Stored data entries
-------------------------
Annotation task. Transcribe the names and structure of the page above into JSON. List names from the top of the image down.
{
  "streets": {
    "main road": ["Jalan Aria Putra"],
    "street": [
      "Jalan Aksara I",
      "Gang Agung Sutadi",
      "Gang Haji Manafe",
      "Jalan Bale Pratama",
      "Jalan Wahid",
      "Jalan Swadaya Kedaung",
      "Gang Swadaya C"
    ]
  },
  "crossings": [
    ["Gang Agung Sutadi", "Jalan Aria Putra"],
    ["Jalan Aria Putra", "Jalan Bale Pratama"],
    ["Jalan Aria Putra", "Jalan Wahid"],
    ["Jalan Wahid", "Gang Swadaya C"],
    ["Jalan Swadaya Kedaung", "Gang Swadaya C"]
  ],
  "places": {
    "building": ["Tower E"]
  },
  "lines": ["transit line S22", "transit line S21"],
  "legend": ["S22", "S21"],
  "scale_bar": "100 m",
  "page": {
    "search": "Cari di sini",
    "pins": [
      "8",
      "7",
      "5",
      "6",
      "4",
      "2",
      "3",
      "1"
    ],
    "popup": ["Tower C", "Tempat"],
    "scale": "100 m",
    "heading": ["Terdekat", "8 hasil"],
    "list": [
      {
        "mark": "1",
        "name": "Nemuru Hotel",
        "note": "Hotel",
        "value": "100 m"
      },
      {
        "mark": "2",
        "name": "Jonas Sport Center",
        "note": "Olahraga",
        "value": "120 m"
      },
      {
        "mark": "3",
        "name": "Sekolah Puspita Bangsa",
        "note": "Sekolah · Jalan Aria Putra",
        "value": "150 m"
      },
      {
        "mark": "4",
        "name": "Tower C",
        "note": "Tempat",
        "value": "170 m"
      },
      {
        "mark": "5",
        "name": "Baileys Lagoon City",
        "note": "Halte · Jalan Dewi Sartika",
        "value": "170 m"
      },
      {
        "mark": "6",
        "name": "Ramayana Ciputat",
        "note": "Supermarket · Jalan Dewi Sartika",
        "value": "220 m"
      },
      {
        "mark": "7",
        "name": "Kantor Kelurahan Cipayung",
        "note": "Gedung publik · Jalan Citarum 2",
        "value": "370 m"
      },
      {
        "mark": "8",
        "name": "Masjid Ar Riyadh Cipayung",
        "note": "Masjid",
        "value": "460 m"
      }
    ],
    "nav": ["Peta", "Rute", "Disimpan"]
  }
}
-------------------------
Activity: What lines in the data above contain the word "Aria"? Copy them all.

Output:
    "main road": ["Jalan Aria Putra"],
    ["Gang Agung Sutadi", "Jalan Aria Putra"],
    ["Jalan Aria Putra", "Jalan Bale Pratama"],
    ["Jalan Aria Putra", "Jalan Wahid"],
        "note": "Sekolah · Jalan Aria Putra",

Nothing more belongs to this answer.